■ HOW TO COMPLETE THIS TASK
This exercise calls for copying every line below that holds the word "keys".

#### DATASET ENTRIES ####

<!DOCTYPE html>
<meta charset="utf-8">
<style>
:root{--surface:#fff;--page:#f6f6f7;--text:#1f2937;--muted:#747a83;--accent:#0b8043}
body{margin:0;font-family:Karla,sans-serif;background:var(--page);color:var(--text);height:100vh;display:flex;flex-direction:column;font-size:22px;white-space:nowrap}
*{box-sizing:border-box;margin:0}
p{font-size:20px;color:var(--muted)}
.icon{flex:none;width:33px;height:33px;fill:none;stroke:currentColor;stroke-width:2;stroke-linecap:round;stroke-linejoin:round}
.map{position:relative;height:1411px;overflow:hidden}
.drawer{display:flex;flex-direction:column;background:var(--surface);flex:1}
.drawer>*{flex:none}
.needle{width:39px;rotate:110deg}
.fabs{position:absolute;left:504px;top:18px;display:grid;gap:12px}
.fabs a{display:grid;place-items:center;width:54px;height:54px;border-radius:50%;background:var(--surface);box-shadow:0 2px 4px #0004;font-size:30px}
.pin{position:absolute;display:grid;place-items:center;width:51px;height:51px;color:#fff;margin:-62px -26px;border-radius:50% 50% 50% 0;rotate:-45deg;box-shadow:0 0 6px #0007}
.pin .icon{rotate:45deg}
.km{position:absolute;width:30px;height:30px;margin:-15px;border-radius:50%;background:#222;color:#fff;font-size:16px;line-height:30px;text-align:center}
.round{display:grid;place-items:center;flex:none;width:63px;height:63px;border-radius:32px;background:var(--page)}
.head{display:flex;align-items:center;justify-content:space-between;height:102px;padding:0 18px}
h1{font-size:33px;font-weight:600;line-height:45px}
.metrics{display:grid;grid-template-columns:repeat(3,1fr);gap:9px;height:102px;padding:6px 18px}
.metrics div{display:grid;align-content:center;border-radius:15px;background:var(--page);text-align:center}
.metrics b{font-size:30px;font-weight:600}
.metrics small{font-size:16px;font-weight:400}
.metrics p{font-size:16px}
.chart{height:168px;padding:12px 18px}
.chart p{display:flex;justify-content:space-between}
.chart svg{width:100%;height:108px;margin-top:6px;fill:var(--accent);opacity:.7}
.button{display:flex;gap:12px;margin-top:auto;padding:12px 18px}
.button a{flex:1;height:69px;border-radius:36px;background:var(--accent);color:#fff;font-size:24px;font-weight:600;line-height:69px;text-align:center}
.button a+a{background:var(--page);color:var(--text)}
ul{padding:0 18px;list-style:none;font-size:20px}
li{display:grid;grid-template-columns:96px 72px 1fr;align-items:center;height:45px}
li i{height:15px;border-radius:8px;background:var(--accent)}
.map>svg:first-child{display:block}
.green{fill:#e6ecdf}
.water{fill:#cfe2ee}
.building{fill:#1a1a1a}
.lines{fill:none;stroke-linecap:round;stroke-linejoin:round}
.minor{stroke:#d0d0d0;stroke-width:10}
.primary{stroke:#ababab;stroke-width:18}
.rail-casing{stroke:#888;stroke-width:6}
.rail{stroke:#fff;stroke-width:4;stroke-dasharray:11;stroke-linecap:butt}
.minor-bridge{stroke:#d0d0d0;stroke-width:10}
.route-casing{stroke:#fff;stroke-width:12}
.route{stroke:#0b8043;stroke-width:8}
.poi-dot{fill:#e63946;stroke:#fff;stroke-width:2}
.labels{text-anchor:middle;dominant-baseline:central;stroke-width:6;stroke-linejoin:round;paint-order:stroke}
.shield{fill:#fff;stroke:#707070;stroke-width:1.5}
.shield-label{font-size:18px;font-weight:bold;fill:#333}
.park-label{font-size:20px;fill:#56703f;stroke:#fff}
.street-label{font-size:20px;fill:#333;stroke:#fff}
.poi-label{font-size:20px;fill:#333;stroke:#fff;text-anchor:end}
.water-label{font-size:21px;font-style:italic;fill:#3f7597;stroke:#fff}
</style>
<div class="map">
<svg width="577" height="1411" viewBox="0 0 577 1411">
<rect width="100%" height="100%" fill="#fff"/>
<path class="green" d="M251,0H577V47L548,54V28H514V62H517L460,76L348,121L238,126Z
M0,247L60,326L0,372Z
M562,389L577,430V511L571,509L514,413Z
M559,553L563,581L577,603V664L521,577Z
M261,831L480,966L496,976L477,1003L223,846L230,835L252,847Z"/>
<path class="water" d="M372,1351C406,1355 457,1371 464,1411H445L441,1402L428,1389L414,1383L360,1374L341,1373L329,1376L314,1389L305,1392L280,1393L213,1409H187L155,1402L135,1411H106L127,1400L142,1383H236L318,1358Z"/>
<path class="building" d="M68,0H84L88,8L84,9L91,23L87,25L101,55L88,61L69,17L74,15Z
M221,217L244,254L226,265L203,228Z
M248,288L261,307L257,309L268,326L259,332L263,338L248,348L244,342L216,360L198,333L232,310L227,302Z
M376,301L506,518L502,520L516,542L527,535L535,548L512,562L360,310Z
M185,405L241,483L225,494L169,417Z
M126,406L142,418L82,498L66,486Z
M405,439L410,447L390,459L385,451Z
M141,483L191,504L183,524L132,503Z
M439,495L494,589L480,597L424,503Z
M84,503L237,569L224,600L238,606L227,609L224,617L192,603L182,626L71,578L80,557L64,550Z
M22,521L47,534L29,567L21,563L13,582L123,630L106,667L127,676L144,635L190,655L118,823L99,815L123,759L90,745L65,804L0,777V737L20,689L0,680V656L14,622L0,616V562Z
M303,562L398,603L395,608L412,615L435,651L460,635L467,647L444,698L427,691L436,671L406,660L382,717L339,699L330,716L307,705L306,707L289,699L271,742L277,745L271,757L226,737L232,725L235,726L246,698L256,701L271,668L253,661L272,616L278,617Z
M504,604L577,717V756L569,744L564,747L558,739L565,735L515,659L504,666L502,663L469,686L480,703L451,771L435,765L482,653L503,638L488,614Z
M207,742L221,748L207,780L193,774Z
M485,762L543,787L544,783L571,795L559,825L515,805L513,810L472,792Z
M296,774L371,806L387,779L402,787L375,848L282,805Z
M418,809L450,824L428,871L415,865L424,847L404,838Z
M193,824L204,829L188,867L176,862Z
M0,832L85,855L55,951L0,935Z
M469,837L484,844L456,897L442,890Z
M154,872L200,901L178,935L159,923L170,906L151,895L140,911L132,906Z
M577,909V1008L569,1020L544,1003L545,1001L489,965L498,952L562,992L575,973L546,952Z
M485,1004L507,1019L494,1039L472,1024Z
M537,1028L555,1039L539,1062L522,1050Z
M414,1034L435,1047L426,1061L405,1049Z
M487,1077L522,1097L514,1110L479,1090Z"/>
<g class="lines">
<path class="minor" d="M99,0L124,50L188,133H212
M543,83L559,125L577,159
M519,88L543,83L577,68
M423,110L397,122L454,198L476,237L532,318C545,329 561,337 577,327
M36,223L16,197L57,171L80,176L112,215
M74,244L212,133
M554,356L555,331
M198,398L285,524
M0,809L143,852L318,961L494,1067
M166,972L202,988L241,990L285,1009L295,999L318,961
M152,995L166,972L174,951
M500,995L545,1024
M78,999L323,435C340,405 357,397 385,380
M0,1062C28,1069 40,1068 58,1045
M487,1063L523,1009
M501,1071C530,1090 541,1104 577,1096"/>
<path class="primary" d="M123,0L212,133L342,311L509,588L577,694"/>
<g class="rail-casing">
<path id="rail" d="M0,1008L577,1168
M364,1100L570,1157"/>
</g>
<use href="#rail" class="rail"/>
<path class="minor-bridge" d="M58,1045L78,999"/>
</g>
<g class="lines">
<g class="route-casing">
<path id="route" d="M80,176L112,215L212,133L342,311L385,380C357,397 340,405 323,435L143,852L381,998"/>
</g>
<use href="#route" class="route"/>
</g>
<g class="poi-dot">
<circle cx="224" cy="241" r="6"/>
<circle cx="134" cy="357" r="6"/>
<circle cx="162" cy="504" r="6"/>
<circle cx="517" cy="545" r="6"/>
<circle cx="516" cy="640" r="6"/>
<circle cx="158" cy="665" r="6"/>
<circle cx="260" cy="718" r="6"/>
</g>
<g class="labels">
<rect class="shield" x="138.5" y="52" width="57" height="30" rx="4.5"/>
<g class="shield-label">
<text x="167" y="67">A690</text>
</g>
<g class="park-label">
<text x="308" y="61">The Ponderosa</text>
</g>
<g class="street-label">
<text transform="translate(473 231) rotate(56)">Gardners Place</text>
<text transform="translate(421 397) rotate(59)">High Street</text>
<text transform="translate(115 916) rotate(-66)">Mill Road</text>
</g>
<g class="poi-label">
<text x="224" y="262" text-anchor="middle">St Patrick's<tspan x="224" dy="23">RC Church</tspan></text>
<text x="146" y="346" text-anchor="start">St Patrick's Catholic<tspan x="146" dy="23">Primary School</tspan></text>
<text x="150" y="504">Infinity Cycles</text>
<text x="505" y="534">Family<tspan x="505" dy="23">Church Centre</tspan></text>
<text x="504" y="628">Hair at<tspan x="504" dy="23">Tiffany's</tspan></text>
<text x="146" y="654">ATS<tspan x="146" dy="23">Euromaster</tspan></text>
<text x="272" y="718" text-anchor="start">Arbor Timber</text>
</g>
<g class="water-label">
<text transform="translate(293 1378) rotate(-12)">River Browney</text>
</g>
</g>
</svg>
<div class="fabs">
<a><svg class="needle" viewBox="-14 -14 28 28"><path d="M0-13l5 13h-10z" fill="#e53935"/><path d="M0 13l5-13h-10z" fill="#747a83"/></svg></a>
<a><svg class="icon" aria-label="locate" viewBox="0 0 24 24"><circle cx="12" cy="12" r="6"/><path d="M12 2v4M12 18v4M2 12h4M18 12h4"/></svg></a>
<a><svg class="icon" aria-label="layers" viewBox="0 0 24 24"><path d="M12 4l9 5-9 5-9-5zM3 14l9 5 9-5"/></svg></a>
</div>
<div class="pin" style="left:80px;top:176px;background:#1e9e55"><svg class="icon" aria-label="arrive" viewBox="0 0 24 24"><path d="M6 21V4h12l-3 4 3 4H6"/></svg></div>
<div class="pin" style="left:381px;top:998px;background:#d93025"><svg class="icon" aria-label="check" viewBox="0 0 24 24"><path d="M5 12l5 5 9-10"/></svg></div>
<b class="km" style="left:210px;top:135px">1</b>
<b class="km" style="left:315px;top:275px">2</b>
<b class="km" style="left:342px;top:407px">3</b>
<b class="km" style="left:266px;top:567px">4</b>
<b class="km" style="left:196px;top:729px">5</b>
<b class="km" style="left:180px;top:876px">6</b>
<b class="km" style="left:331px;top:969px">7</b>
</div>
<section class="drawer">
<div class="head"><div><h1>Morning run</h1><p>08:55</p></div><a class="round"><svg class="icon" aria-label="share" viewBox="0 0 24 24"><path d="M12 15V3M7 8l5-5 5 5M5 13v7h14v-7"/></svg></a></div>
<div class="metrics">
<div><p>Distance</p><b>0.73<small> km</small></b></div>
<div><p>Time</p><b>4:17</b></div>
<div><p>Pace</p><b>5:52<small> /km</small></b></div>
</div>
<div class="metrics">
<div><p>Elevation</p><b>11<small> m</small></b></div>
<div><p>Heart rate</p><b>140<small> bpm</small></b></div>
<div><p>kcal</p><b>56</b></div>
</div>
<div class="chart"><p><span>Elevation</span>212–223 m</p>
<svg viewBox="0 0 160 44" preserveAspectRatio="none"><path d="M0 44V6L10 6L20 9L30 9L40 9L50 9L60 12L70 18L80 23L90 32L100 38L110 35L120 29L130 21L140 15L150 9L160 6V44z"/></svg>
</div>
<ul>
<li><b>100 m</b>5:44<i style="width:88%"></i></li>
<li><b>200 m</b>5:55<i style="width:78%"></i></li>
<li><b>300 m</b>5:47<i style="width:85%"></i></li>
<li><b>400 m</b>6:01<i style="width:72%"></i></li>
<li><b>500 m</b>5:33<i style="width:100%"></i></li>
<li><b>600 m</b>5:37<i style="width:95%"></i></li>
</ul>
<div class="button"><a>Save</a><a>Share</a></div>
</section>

####
#### DATASET ENTRIES ####

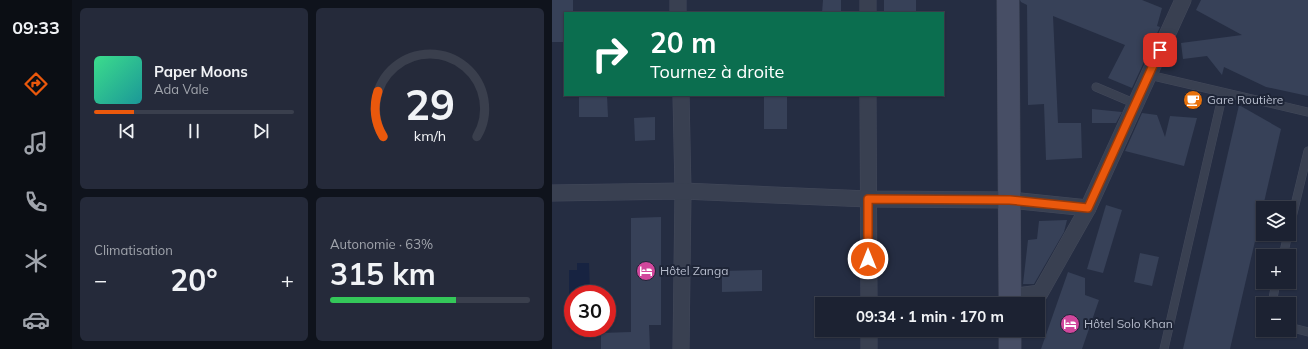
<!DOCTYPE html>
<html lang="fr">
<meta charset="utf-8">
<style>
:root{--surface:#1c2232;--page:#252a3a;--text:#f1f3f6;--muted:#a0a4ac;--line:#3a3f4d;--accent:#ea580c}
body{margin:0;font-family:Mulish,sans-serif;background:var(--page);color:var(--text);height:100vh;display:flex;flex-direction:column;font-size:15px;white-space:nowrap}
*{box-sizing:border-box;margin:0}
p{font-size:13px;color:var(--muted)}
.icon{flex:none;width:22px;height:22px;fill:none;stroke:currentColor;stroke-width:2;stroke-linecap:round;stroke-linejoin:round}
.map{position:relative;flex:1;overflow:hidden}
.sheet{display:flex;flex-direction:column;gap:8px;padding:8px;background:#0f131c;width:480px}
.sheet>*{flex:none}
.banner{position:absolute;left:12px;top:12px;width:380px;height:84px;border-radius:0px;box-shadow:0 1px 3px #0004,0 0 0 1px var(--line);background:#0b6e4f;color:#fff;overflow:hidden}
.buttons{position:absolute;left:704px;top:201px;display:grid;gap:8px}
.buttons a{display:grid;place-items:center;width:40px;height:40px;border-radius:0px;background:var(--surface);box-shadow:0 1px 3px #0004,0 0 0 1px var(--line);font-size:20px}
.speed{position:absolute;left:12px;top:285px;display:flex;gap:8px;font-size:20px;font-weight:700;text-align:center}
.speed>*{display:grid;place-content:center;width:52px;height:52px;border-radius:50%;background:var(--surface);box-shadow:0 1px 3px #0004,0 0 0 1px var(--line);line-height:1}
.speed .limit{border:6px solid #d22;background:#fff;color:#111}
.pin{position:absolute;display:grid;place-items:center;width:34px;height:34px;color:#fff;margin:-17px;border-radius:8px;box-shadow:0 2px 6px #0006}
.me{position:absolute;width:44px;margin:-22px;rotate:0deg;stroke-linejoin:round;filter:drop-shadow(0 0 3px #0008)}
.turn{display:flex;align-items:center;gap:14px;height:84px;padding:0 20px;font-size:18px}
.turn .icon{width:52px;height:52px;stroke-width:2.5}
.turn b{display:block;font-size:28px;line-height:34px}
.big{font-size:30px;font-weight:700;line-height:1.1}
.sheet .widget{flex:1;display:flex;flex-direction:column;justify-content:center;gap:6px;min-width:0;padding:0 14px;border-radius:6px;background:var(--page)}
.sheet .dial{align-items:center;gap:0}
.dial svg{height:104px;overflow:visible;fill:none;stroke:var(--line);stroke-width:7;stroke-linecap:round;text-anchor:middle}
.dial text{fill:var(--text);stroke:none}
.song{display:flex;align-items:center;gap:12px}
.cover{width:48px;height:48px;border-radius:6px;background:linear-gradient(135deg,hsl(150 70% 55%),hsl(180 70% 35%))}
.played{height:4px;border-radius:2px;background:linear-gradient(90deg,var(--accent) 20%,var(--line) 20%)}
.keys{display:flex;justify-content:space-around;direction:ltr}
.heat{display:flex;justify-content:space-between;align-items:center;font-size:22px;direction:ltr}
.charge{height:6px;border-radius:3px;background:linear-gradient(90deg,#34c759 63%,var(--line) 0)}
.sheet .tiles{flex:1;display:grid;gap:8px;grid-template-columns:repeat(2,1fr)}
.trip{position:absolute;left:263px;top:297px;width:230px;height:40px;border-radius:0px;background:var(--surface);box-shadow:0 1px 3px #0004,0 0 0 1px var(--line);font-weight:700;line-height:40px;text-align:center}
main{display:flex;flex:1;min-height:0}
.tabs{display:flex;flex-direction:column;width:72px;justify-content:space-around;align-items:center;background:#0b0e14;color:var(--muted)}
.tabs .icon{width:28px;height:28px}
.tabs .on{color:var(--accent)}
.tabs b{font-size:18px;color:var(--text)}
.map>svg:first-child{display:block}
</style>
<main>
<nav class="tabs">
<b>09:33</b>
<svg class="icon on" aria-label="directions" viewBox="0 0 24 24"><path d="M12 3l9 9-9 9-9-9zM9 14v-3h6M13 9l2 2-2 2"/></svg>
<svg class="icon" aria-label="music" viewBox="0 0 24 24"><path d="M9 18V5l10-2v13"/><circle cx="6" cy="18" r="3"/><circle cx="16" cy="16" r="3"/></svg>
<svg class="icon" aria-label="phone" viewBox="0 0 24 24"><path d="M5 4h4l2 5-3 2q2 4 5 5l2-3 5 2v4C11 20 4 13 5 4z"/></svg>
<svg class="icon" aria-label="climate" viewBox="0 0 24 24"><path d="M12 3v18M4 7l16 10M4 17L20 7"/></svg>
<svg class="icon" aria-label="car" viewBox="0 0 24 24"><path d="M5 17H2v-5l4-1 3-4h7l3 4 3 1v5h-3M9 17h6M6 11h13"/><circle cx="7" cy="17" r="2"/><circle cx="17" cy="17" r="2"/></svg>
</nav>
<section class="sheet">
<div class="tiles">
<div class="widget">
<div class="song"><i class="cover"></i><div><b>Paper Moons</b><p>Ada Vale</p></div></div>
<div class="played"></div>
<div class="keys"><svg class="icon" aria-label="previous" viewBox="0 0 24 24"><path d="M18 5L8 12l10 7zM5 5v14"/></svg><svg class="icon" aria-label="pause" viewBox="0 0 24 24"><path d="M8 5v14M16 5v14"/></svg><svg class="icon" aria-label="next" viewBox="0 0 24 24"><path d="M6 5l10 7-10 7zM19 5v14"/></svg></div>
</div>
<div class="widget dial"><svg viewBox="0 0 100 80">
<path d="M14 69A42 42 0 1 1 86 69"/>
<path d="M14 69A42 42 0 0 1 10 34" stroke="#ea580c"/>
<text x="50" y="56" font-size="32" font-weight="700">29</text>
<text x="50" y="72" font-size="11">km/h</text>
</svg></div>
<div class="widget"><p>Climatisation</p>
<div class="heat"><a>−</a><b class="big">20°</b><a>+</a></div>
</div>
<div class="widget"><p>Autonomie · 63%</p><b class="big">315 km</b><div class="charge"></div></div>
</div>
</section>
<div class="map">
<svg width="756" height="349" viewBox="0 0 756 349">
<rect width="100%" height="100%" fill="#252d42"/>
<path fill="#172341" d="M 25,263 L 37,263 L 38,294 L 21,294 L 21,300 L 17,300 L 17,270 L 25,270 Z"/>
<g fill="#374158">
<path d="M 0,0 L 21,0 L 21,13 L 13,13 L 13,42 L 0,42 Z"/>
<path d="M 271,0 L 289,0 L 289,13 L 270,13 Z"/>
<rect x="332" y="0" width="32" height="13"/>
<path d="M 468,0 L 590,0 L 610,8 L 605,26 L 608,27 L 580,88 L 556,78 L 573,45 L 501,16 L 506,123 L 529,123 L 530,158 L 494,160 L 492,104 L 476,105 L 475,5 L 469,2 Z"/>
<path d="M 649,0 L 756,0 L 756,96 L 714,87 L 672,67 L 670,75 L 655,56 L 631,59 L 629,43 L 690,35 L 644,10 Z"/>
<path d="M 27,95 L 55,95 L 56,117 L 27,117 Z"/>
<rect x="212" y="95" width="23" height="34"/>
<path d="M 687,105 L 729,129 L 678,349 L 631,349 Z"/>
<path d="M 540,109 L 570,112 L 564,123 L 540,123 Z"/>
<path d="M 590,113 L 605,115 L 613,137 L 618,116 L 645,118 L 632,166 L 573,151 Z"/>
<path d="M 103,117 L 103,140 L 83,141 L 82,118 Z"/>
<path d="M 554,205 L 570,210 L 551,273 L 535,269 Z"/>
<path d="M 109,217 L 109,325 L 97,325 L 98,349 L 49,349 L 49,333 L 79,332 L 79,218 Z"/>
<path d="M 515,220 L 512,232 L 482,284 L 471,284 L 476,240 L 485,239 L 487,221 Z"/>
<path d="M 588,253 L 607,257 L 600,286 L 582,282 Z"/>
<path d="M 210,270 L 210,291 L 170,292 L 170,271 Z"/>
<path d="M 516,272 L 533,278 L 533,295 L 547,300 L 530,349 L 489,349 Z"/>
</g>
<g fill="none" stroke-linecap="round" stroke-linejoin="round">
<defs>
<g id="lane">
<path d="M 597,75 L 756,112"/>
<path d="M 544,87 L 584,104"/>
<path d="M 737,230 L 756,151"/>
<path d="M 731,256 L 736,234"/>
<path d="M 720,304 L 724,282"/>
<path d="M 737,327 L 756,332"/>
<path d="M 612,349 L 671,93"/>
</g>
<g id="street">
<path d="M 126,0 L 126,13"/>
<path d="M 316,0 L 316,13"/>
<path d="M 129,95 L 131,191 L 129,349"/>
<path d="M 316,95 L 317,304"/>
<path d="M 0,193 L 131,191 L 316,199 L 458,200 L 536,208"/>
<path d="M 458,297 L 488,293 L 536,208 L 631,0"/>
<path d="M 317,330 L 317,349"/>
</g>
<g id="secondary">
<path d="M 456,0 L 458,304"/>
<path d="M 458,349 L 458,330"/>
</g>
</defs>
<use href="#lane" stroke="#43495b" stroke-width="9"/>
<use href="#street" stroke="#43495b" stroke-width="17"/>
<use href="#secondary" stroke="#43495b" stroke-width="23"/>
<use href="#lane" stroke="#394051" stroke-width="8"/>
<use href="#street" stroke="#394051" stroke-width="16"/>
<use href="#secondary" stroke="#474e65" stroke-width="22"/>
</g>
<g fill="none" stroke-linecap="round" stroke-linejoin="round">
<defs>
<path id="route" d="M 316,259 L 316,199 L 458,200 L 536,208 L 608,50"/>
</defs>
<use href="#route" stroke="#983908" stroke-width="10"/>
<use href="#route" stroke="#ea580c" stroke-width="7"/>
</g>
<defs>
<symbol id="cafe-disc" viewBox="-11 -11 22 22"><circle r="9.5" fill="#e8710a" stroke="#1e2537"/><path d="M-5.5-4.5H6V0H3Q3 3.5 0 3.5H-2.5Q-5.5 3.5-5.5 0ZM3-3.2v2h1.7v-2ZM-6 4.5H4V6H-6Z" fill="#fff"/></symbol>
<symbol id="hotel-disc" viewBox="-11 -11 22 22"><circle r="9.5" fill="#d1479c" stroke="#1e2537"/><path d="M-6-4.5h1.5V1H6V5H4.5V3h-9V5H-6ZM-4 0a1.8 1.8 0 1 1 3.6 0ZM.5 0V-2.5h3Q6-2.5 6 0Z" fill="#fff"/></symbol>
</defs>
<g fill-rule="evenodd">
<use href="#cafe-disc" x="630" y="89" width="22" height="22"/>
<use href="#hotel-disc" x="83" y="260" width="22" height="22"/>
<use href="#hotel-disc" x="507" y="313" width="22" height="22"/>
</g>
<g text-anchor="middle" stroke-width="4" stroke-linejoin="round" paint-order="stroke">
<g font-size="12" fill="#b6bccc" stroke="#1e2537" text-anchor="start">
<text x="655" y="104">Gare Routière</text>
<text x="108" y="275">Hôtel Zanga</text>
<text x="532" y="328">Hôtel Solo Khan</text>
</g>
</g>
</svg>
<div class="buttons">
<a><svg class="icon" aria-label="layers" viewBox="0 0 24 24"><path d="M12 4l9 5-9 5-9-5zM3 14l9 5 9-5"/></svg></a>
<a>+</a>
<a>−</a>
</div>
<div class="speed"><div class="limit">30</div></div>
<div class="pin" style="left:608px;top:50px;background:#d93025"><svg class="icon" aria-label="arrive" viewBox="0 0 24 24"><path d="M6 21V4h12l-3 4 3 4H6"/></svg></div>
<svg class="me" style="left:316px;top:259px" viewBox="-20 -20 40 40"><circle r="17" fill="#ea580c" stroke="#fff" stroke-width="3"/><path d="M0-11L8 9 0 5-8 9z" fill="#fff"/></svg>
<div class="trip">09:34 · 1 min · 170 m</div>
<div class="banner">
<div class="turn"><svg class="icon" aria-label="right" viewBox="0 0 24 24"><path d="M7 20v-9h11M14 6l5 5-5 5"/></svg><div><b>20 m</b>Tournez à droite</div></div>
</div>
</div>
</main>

####

■ OUTPUT FOR THIS TASK
.keys{display:flex;justify-content:space-around;direction:ltr}
<div class="keys"><svg class="icon" aria-label="previous" viewBox="0 0 24 24"><path d="M18 5L8 12l10 7zM5 5v14"/></svg><svg class="icon" aria-label="pause" viewBox="0 0 24 24"><path d="M8 5v14M16 5v14"/></svg><svg class="icon" aria-label="next" viewBox="0 0 24 24"><path d="M6 5l10 7-10 7zM19 5v14"/></svg></div>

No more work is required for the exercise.